Bobby Langston Blasts...Pizza Hut

By Bobby Langston 

Last Saturday night, after devouring Karl Rove's genius literary accomplishment "Courage and Consequence," I headed to the local Pizza Hut to devour a light dinner of salad, a personal pan cheese and pepperoni pizza and bread sticks. I have been to nearly all of the eateries in Hialeah and I have never had food this repulsive. I have a good mind to write Mr. Rove himself about this questionable establishment.

First of all, the bread sticks were sub par. When I eat a bread stick, I do not expect them to be covered in a substance resembling saw dust. Why do they need to cut wood around the food in the kitchen? Maybe they were remodeling, but you would really think they would do that on off hours, and not while they are serving paying customers. I do not go to a restaurant to spend my hard-earned money plus the outrageous and unjust tax on food covered in debris. If I wanted my food covered in sawdust, I would go have lunch during a high school shop class. That might sound ludicrous to you, but I sometimes enjoy the testosterone rush I get from that dining experience.

I felt like I needed some vegetables after eating the crummy bread sticks (did I mention how awful the marinara sauce was? It was like eating a toxic shock syndrome menses), so I headed to the salad bar. There I was, gazing down at the lettuce and toppings through the sneeze guard which is meant to illicit a feeling of security--the security that nobody has sneezed upon your food. I find that sense of security to be nothing but false. I spent the better part of three minutes making myself a truly monstrous salad, only to sit down at my booth and, wouldn't you know it, there was a dead fly laying upon a leaf of lettuce. Now, I would not mind if I had put the fly there myself, to which. I simply +do not want stray flies lying upon my leafy greens. I was nearly at the point of bellowing, "Check please!" when my pizza came.

The pizza was a glorious achievement in culinary blunder. The pepperoni were like something extraterrestrial, burnt up upon atmospheric entry. Now, I do not believe in aliens--especially illegal ones--but I do believe in terrible food. Pizza Hut gave me faith and is the temple of atrocious dietary offerings. The grease on the pizza is ample and could probably be sopped off and used to fry a dozen eggs, though I am not willing to test that theory. That is not my ideal breakfast. I would much rather indulge in eggs Benedict like a normal person, though I do not appreciate the traitorous implications of the meal.

The crust was deplorable. I would rather eat cheese and tomato sauce off of the Earth's crust. I am not sure if they make it fresh in the kitchen or get it shipped there on the back of a semi truck. I would lean toward the latter, since very little debris covered it (unless you count the flecks of burnt matter). I am not sure, but I think I bit into a pebble. It is hard to tell, because very little of the material seemed edible in the first place. I cannot tell if it was specifically found in the crust, regardless, I will lump it in this category.

Pizza Hut is the Health Care Reform bill of restaurants. They make promises that they cannot feasibly keep, we are all worse off for having it around and we end up paying dearly. I nearly lost a tooth! Thankfully, I headed home for a glass of Cabernet Sauvignon and cracked open the hilarious Laura Ingram book, "The Obama Diaries." After that torturous meal, I sincerely needed some levity.
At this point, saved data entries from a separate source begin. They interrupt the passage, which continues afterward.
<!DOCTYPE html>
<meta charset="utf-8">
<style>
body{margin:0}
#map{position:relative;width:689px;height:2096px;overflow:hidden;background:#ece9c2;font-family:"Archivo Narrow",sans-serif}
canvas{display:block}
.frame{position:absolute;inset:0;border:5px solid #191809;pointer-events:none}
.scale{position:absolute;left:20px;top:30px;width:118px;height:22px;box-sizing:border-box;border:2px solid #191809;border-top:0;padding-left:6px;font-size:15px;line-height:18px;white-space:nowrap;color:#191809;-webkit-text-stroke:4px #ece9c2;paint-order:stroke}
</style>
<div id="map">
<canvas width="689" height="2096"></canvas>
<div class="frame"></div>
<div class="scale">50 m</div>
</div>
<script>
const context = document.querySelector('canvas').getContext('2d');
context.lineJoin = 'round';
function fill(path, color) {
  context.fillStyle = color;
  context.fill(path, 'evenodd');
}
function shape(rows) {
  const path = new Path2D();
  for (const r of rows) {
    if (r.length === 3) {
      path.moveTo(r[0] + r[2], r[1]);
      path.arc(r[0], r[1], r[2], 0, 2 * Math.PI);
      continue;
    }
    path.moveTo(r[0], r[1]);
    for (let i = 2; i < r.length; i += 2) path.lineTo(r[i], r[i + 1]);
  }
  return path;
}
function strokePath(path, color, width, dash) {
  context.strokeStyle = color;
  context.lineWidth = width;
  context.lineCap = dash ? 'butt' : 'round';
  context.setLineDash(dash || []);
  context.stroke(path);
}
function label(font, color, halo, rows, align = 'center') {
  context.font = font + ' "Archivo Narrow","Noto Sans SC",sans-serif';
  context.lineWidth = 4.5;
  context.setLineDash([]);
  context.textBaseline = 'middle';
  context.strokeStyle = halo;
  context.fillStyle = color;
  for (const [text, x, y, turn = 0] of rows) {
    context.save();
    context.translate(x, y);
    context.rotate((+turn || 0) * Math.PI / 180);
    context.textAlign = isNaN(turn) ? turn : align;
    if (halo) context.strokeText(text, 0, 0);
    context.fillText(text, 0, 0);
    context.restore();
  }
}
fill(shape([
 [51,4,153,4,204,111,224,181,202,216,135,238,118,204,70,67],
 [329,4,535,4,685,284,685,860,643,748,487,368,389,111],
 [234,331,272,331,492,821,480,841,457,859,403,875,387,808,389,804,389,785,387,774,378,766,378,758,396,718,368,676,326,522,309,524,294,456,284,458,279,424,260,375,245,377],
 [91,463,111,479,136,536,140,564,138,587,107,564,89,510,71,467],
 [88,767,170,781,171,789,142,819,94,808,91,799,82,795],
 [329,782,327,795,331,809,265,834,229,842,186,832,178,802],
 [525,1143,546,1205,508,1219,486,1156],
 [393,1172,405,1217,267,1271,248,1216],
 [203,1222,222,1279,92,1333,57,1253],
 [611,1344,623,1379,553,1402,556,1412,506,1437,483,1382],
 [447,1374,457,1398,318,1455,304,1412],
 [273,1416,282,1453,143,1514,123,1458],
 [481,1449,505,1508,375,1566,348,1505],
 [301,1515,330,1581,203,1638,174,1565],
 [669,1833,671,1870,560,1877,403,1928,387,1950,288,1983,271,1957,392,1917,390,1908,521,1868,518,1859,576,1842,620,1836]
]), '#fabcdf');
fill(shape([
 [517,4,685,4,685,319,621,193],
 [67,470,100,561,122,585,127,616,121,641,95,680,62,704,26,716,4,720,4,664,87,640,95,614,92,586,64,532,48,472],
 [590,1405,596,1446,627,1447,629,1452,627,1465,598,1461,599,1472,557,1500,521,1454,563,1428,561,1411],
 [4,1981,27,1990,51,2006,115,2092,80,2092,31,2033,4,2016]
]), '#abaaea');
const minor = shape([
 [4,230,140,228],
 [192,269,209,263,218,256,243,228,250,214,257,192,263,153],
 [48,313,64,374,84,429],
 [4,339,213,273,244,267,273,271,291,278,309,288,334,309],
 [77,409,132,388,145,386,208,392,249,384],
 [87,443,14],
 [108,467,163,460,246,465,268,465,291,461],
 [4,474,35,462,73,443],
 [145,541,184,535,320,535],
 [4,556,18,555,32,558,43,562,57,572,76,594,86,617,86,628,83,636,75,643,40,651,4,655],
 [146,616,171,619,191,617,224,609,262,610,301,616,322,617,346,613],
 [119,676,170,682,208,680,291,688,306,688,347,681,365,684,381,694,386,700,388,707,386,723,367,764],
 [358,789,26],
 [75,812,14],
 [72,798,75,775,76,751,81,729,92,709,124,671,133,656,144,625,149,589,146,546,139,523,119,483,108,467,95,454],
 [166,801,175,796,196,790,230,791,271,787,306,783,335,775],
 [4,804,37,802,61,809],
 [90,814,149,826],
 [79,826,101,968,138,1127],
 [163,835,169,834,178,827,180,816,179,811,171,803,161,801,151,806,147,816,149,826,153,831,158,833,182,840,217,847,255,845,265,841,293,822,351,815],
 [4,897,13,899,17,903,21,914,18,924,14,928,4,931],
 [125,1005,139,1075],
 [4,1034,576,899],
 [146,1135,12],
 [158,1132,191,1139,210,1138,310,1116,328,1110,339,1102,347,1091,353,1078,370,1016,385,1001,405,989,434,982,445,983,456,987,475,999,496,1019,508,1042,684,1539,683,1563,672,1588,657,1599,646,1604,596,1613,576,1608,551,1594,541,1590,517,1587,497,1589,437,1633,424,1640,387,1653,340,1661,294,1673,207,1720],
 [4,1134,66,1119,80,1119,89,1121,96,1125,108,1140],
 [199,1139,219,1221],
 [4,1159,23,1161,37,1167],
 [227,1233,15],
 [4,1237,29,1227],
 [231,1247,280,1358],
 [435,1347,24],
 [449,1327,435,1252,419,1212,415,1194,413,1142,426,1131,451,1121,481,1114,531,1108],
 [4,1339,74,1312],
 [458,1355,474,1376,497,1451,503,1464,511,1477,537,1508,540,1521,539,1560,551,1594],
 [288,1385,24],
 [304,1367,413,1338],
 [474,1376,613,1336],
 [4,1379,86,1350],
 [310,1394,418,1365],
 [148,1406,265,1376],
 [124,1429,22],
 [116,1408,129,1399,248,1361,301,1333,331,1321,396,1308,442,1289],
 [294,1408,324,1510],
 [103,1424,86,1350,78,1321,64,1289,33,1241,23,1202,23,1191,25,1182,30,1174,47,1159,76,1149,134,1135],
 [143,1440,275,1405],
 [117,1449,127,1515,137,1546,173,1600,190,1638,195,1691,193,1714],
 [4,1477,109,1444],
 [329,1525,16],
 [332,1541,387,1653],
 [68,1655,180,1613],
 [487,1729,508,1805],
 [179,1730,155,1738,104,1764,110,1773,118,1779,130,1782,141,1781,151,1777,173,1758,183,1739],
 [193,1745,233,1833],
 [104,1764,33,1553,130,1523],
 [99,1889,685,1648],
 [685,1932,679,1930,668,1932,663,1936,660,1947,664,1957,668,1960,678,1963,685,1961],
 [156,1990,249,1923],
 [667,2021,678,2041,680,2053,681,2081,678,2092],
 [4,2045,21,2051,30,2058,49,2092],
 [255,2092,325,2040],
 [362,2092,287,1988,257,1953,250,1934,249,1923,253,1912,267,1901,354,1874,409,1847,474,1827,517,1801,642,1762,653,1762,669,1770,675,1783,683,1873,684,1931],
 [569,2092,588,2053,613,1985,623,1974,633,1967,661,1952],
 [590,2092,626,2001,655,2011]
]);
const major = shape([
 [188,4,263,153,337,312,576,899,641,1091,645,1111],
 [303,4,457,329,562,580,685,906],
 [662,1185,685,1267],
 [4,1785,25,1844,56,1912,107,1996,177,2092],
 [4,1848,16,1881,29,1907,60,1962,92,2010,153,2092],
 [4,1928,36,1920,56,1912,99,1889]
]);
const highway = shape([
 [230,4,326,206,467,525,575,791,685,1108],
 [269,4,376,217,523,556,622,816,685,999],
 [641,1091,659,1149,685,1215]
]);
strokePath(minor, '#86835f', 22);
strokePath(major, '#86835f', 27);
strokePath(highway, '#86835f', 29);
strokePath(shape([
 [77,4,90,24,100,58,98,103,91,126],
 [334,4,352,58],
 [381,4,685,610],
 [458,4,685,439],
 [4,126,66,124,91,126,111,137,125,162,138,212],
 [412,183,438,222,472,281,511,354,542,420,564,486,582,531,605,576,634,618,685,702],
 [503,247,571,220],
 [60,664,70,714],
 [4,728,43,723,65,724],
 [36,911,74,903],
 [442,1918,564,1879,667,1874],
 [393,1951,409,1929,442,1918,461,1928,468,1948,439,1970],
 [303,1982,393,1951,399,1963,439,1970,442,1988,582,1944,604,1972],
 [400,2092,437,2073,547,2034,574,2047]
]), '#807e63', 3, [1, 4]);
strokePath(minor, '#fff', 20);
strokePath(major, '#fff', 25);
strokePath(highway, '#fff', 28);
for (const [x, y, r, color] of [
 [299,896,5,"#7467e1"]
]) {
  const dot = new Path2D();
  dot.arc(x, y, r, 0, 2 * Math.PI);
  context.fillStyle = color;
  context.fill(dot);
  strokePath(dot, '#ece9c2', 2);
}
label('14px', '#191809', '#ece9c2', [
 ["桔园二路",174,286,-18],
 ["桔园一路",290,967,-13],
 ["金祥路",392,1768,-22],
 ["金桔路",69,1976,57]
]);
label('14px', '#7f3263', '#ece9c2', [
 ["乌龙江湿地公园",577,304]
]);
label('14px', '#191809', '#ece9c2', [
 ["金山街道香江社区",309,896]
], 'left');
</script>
On a scale of Reagan to Obama, I give Pizza Hut a "Bill Clinton."


  1. Pizza Hut is going to love this free press!

  2. Pizza Hut has always stood by the mantra "any publicity is good publicity." That's why they donate $10 of their yearly operating profit to Hizbollah.

  3. I think I'm going to start rating things based on a presidential greatness scale. I give this post a James K. Polk! Don't worry, any presidential scholar will tell you that is a great thing!

  4. From the scale of Reagan to Obama I give Pizza Hut an Imelda Marcos, and this post a Jeffrey Tambor!!

  5. I hope this is better after I edited it tonight. The heart was in the right place but the typos were in all of the wrong places, naturally.